Task description:
In the data, find the word "rows" and copy out every line that has it.

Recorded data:
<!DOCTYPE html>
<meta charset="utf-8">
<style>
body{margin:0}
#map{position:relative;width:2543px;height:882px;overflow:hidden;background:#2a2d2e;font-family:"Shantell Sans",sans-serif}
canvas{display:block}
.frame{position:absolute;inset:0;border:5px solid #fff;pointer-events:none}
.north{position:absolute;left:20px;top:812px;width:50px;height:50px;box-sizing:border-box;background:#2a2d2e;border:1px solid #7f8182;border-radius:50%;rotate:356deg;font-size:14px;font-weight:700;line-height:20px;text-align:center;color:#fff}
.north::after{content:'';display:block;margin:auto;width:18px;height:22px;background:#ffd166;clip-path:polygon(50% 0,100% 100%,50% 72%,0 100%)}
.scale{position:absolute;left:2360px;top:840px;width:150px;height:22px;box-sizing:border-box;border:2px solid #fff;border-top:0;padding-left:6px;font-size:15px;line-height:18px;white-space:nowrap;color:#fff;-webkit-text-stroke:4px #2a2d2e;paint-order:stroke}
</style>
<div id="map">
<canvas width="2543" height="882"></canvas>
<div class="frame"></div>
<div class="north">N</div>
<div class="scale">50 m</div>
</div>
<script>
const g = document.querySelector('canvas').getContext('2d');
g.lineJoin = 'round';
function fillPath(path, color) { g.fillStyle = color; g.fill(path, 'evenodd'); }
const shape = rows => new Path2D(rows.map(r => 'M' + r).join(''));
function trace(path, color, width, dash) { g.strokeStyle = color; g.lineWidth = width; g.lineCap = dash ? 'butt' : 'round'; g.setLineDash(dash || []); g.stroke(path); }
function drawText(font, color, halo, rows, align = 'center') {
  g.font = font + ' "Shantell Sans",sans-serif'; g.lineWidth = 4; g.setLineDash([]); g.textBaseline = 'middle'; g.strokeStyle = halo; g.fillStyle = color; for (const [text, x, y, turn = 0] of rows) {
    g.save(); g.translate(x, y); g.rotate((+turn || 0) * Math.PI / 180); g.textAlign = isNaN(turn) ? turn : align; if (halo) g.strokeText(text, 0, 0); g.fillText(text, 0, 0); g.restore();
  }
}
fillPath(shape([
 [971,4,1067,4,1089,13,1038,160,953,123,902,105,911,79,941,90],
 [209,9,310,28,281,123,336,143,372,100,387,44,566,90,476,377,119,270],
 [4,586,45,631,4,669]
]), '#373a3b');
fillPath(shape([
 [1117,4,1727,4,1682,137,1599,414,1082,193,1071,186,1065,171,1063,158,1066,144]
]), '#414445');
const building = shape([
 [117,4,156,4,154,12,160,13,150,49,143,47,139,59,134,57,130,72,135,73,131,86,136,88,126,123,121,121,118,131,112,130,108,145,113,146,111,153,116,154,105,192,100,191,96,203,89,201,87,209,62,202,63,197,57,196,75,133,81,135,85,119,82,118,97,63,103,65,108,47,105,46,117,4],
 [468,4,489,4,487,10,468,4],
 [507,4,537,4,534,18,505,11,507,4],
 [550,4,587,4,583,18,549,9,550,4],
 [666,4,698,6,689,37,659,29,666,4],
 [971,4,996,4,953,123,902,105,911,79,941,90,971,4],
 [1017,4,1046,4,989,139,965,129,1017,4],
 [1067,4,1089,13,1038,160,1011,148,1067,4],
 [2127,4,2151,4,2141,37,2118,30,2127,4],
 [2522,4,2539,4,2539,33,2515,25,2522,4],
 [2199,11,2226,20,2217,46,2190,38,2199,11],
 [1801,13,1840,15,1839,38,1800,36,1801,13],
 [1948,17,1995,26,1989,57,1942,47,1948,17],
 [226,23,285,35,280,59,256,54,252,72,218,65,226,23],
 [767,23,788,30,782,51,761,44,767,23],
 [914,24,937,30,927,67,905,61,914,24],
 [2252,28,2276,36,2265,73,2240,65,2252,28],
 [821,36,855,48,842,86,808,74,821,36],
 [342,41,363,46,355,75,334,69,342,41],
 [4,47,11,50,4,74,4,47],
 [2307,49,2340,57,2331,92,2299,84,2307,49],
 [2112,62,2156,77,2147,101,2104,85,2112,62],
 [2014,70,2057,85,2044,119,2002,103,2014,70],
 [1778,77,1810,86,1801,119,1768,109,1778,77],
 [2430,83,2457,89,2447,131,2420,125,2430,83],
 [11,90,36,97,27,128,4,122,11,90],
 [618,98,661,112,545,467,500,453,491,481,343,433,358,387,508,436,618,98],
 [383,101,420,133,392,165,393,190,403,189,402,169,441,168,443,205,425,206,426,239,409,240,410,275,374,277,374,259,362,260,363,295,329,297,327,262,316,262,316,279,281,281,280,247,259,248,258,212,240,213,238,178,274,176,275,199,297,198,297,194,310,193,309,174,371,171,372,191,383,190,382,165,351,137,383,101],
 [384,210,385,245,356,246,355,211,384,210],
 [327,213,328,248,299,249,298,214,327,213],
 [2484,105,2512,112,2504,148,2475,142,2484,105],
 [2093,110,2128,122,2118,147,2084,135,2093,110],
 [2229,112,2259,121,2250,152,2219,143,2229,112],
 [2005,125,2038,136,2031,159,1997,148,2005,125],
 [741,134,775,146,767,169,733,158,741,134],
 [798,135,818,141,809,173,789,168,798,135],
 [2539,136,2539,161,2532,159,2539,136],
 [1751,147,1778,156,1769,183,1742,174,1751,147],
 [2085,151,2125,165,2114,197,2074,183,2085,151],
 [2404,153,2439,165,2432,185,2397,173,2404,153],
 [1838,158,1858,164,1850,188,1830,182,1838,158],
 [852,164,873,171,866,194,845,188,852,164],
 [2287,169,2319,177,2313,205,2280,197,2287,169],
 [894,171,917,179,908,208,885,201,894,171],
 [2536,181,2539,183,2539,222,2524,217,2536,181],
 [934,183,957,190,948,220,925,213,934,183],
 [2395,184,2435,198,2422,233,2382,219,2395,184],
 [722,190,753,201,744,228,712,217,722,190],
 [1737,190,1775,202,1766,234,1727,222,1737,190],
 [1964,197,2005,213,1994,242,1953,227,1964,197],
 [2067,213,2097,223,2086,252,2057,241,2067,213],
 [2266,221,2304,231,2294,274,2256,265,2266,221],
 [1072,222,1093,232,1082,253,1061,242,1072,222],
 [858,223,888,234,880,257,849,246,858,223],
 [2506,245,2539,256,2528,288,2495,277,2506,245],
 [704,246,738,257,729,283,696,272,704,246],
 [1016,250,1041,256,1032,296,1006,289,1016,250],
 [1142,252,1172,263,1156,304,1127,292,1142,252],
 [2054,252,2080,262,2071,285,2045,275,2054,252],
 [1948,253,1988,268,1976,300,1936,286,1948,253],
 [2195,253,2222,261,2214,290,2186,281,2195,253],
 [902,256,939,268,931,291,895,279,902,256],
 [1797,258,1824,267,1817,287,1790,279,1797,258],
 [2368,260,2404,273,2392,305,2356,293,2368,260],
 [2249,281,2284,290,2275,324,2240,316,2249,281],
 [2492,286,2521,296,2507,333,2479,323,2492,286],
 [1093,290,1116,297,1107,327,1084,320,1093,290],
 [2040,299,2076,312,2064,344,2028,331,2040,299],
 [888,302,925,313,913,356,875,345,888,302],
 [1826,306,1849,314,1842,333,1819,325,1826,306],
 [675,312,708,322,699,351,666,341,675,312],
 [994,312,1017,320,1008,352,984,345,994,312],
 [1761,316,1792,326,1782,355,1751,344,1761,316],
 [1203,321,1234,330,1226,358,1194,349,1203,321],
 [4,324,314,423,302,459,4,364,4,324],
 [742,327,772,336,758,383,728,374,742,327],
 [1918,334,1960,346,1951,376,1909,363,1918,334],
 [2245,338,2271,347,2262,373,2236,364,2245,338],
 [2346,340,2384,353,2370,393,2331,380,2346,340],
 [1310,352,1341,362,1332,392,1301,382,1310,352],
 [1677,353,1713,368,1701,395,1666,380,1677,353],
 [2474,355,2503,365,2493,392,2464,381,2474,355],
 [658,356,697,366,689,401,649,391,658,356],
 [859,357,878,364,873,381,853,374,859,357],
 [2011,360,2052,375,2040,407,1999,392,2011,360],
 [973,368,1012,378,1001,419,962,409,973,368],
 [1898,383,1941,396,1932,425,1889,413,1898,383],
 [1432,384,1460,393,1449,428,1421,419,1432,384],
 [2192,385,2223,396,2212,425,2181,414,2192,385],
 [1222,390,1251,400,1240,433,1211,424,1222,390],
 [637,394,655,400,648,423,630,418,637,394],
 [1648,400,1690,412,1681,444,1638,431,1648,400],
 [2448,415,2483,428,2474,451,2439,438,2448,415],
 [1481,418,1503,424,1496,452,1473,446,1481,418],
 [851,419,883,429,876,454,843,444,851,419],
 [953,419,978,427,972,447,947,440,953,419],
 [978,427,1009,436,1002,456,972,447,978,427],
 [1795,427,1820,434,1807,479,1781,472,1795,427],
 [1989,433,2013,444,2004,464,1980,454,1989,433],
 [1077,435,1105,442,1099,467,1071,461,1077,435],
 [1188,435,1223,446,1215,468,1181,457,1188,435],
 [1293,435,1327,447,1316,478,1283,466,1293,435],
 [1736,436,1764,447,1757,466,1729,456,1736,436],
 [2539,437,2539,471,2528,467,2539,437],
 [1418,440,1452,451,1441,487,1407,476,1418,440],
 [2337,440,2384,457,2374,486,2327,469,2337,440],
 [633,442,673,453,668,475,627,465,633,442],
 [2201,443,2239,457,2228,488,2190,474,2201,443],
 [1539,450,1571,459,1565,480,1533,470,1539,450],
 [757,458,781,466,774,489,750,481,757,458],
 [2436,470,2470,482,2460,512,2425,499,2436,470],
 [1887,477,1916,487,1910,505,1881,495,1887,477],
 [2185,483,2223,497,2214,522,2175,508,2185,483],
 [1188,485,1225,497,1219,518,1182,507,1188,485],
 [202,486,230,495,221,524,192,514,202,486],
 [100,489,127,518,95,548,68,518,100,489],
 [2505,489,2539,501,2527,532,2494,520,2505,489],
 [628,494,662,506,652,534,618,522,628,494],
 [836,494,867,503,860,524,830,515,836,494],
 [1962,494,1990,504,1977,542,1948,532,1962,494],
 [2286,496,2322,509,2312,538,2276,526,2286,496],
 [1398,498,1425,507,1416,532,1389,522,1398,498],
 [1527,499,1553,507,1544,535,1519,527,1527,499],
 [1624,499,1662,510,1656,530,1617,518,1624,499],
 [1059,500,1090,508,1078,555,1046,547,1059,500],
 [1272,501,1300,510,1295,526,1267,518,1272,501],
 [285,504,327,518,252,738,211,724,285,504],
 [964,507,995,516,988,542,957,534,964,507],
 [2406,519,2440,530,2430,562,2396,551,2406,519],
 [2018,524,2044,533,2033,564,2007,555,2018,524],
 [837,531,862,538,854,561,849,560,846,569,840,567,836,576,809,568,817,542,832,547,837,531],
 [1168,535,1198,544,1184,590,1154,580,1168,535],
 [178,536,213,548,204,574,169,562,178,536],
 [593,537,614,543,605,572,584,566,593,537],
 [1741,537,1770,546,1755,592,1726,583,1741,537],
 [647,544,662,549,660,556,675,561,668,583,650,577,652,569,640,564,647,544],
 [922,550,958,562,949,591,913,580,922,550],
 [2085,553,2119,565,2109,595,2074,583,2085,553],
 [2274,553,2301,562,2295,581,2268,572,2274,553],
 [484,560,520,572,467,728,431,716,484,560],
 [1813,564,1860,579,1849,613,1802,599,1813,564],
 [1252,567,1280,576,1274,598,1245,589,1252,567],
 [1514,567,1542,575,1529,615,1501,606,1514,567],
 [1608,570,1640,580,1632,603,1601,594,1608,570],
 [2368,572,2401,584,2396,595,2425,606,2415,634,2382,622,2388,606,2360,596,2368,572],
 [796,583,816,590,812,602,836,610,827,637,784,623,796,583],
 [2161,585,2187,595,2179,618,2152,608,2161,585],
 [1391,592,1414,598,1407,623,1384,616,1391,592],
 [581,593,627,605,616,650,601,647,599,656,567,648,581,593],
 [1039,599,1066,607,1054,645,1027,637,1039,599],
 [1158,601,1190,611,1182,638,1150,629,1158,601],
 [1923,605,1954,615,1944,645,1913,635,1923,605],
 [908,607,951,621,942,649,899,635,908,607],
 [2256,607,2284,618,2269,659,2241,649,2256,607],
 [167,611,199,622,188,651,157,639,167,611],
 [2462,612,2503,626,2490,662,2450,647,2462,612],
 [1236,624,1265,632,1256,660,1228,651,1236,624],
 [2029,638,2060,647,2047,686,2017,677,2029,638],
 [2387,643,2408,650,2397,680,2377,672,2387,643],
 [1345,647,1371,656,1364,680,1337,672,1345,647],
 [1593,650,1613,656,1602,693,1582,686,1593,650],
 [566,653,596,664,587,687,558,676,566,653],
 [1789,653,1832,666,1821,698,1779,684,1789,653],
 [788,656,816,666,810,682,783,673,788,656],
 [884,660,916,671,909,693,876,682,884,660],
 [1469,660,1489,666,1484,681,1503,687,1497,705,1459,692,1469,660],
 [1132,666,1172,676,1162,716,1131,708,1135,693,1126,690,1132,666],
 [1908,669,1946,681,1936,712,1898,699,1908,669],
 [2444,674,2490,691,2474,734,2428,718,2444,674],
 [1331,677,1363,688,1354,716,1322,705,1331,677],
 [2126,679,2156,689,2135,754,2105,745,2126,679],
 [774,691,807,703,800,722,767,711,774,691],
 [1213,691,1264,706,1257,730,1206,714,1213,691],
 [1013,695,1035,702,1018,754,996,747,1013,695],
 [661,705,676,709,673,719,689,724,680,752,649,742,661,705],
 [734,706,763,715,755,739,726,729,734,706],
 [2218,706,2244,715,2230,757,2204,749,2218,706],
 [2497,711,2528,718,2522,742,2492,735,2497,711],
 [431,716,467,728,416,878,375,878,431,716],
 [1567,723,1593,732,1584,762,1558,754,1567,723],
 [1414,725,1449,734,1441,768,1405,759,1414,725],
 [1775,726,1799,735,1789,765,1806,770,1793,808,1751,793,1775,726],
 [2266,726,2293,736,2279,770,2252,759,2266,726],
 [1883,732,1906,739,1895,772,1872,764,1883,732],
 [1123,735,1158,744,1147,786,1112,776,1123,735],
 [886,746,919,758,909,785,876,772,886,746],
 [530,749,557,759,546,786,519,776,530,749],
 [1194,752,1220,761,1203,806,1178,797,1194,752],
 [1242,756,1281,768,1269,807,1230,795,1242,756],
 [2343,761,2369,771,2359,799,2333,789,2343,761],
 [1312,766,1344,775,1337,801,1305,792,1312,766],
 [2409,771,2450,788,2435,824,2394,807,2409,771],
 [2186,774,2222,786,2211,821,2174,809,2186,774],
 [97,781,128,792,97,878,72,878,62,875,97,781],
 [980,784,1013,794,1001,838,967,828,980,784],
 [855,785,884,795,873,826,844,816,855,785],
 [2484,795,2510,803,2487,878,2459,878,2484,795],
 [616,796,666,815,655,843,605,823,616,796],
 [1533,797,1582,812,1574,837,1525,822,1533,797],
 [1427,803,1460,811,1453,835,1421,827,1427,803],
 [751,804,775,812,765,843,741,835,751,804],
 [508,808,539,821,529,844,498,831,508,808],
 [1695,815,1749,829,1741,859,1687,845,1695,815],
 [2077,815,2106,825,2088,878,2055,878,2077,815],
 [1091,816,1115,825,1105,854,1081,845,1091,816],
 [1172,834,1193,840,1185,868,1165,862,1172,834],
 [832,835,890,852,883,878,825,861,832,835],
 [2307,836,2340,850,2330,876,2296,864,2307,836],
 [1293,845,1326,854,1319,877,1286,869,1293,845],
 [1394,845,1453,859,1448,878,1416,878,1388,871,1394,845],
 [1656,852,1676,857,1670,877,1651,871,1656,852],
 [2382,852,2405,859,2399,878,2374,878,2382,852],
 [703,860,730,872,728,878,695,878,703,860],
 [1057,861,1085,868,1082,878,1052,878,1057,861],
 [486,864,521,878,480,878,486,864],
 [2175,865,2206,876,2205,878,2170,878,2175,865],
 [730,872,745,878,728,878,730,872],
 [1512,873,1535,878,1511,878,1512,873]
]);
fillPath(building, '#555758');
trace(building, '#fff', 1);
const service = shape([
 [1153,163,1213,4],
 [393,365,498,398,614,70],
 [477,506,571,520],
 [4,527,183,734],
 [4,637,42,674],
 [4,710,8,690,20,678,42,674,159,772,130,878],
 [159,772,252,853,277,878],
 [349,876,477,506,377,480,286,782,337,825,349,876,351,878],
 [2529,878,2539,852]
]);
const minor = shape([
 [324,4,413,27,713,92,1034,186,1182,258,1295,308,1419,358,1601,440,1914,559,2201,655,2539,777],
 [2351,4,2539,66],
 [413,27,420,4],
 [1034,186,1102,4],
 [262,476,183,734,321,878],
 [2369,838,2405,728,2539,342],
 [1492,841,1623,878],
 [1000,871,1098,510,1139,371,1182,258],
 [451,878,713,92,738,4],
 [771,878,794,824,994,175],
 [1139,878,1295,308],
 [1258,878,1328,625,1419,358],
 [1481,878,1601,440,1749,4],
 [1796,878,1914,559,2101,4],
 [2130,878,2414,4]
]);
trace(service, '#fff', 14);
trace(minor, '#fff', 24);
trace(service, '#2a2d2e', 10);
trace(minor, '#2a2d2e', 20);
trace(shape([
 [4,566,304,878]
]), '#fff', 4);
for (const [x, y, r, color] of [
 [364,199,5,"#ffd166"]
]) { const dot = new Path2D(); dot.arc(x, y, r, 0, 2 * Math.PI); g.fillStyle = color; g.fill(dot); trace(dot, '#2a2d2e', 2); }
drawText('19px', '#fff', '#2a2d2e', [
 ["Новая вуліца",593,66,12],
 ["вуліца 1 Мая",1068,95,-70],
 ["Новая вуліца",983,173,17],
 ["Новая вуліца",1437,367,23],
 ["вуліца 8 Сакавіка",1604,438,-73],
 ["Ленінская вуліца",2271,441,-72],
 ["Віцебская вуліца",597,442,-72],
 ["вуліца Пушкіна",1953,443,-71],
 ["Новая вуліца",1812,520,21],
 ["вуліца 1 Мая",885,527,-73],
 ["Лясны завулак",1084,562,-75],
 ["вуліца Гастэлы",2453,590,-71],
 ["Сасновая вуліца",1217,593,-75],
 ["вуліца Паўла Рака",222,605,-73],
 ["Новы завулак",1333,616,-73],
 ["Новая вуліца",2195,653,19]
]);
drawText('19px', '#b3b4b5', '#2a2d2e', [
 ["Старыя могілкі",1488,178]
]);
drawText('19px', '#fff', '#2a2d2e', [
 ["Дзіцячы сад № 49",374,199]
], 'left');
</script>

Solution for this task:
const shape = rows => new Path2D(rows.map(r => 'M' + r).join(''));
function drawText(font, color, halo, rows, align = 'center') {
  g.font = font + ' "Shantell Sans",sans-serif'; g.lineWidth = 4; g.setLineDash([]); g.textBaseline = 'middle'; g.strokeStyle = halo; g.fillStyle = color; for (const [text, x, y, turn = 0] of rows) {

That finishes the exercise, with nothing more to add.